Database Architecture

I will be creating

  • Read-Write Node: This primary server handles all write operations and keeps the database in sync. Possible to scale this node vertically by increasing resources or horizontally by adding more replicas.
  • Reader Nodes: These secondary servers handle read-only queries, offloading pressure from the primary node and improving read performance. Possible to scale these nodes horizontally without affecting writes.

As I will be working in my workstation and not going to depend on DNS, I am choosing HAPROXY to load the balance between reader nodes with the “leastconn” algorithm.

An approach to mock the Aurora Endpoints but with HAPROXY endpoints instead of DNS

How to create a mock Aurora Cluster using docker-compose?
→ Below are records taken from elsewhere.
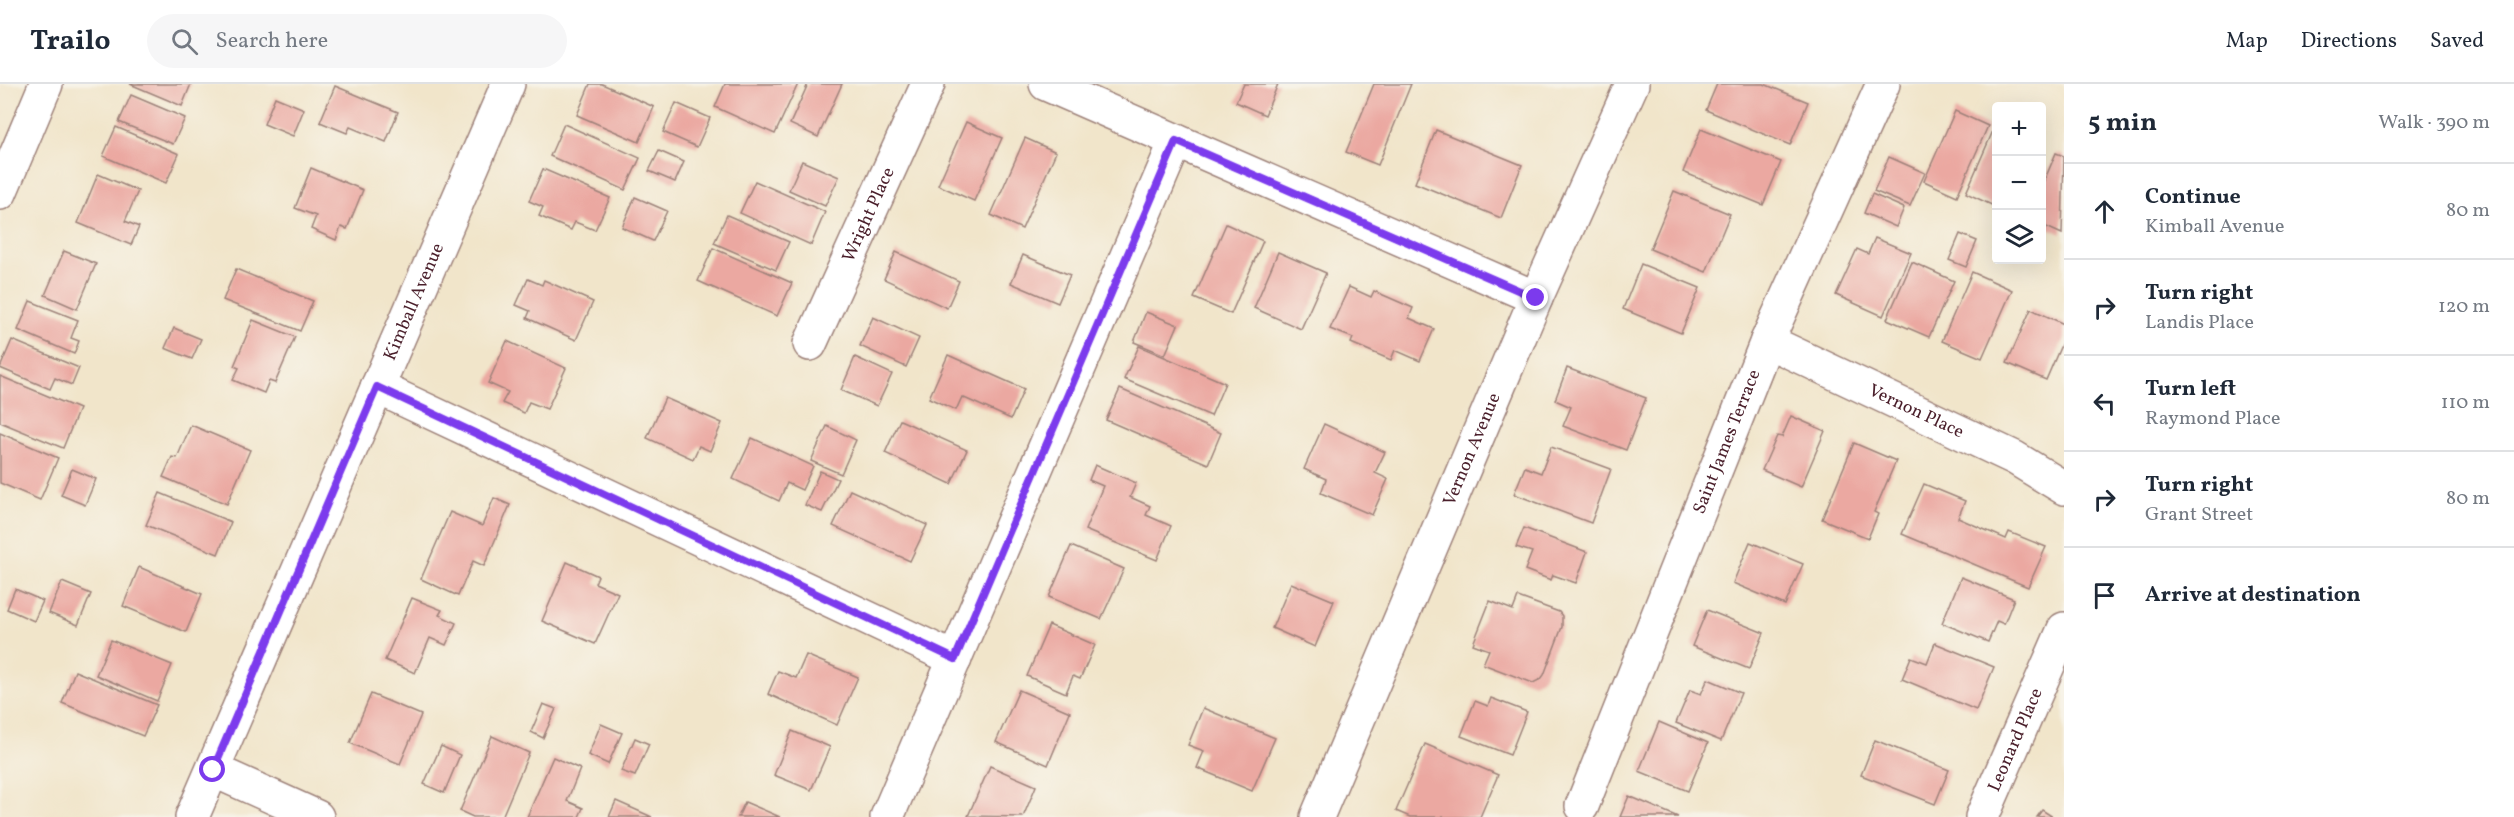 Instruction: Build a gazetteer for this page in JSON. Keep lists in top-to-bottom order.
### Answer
{
  "streets": {
    "street": [
      "Wright Place",
      "Kimball Avenue",
      "Vernon Place",
      "Saint James Terrace",
      "Vernon Avenue",
      "Leonard Place"
    ]
  },
  "crossings": [
    ["Vernon Place", "Saint James Terrace"]
  ],
  "page": {
    "header": "Trailo",
    "search": "Search here",
    "nav": ["Map", "Directions", "Saved"],
    "heading": ["5 min", "Walk · 390 m"],
    "map_buttons": ["+", "−"],
    "list": [
      ["Continue", "Kimball Avenue", "80 m"],
      ["Turn right", "Landis Place", "120 m"],
      ["Turn left", "Raymond Place", "110 m"],
      ["Turn right", "Grant Street", "80 m"],
      "Arrive at destination"
    ]
  }
} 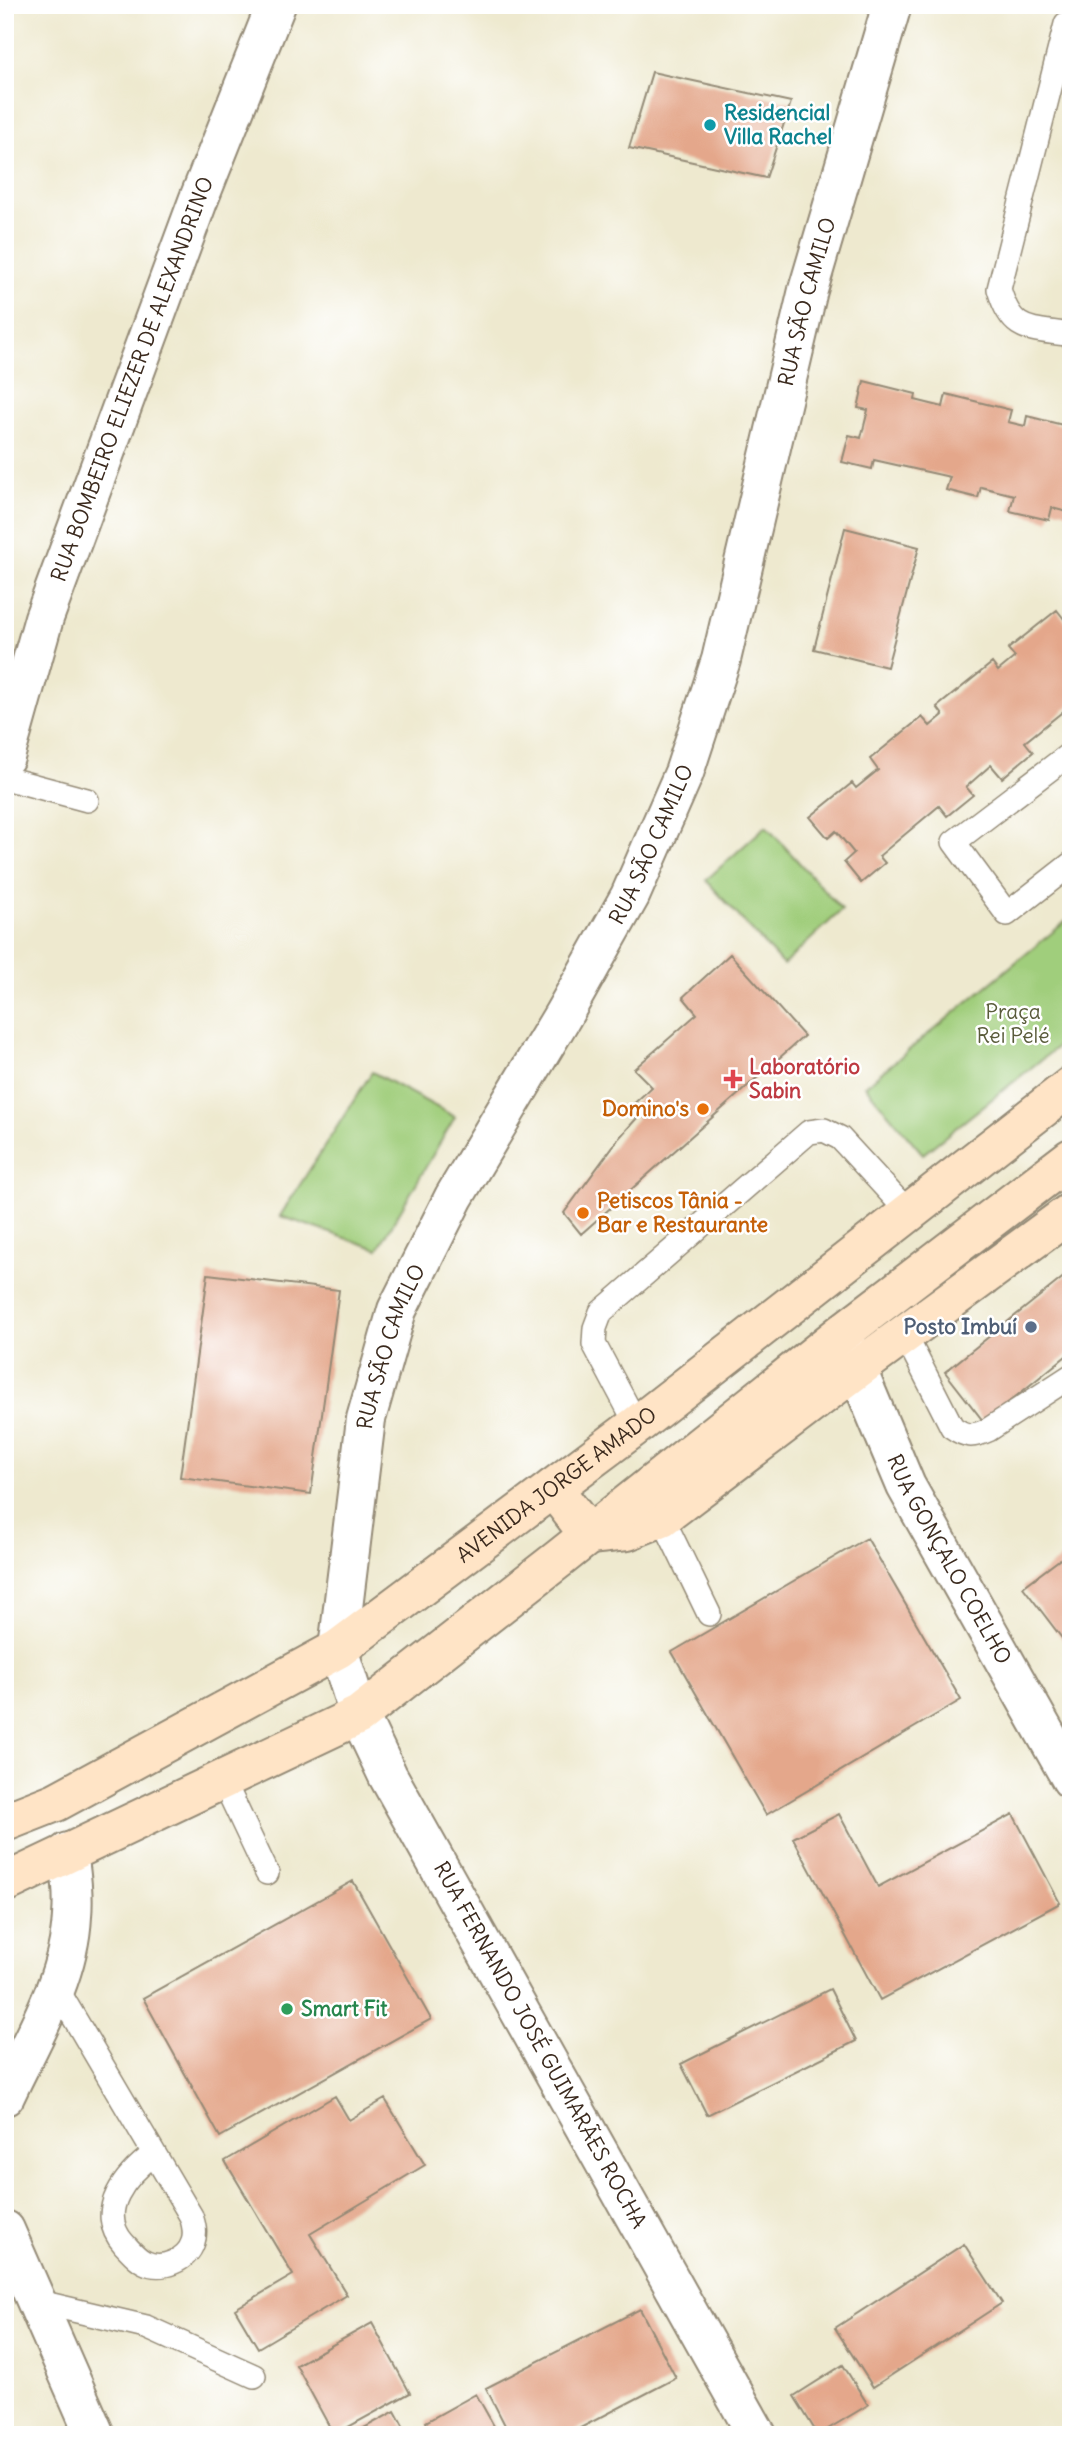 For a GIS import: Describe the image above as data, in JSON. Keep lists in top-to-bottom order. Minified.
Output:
{"streets":{"main road":["AVENIDA JORGE AMADO"],"street":["RUA SÃO CAMILO","RUA BOMBEIRO ELIEZER DE ALEXANDRINO","RUA GONÇALO COELHO","RUA FERNANDO JOSÉ GUIMARÃES ROCHA"]},"crossings":[["RUA SÃO CAMILO","AVENIDA JORGE AMADO"],["RUA SÃO CAMILO","RUA FERNANDO JOSÉ GUIMARÃES ROCHA"],["AVENIDA JORGE AMADO","RUA FERNANDO JOSÉ GUIMARÃES ROCHA"]],"parks":["Praça Rei Pelé"],"places":{"other":["Residencial Villa Rachel","Domino's","Petiscos Tânia - Bar e Restaurante","Posto Imbuí","Smart Fit"],"health":["Laboratório Sabin"]}}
The directory structure follows:

$ tree
.
├── docker-compose.yaml
└── haproxy.cfg

0 directories, 2 files

In the same directory, there is a haproxy.cfg file needed for our load-balanced workload.

docker-compose.yaml

version: '3.9'

volumes:
postgresql_rw_data:
driver: local

services:
postgresql-writer:
image: bitnami/postgresql:16
restart: always
ports:
- '5432:5432'
volumes:
- postgresql_rw_data:/bitnami/postgresql
environment:
- POSTGRESQL_PGAUDIT_LOG=READ,WRITE
- POSTGRESQL_LOG_HOSTNAME=true
- POSTGRESQL_REPLICATION_MODE=master
- POSTGRESQL_REPLICATION_USER=repl_user
- POSTGRESQL_REPLICATION_PASSWORD=repl_user
- POSTGRESQL_USERNAME=postgres
- POSTGRESQL_PASSWORD=postgres
- POSTGRESQL_DATABASE=development_database
- ALLOW_EMPTY_PASSWORD=yes
- TZ=Asia/Dhaka

postgresql-reader-1:
image: bitnami/postgresql:16
restart: always
ports:
- '25432:5432'
depends_on:
- postgresql-writer
environment:
- POSTGRESQL_PASSWORD=postgres
- POSTGRESQL_MASTER_HOST=postgresql-writer
- POSTGRESQL_PGAUDIT_LOG=READ
- POSTGRESQL_LOG_HOSTNAME=true
- POSTGRESQL_REPLICATION_MODE=slave
- POSTGRESQL_REPLICATION_USER=repl_user
- POSTGRESQL_REPLICATION_PASSWORD=repl_user
- POSTGRESQL_MASTER_PORT_NUMBER=5432
- ALLOW_EMPTY_PASSWORD=yes
- TZ=Asia/Dhaka

postgresql-reader-2:
image: bitnami/postgresql:16
restart: always
ports:
- '35432:5432'
depends_on:
- postgresql-writer
- postgresql-reader-1
environment:
- POSTGRESQL_PASSWORD=postgres
- POSTGRESQL_MASTER_HOST=postgresql-writer
- POSTGRESQL_PGAUDIT_LOG=READ
- POSTGRESQL_LOG_HOSTNAME=true
- POSTGRESQL_REPLICATION_MODE=slave
- POSTGRESQL_REPLICATION_USER=repl_user
- POSTGRESQL_REPLICATION_PASSWORD=repl_user
- POSTGRESQL_MASTER_PORT_NUMBER=5432
- ALLOW_EMPTY_PASSWORD=yes
- TZ=Asia/Dhaka

haproxy:
image: haproxy:2.8
depends_on:
- postgresql-writer
- postgresql-reader-1
- postgresql-reader-2
volumes:
- ./haproxy.cfg:/usr/local/etc/haproxy/haproxy.cfg:ro
ports:
- 5433:5433
- 5434:5434
- 8404:8404
environment:
- TZ=Asia/Dhaka

The docker-compose file consists of db credentials which is not at all for production use.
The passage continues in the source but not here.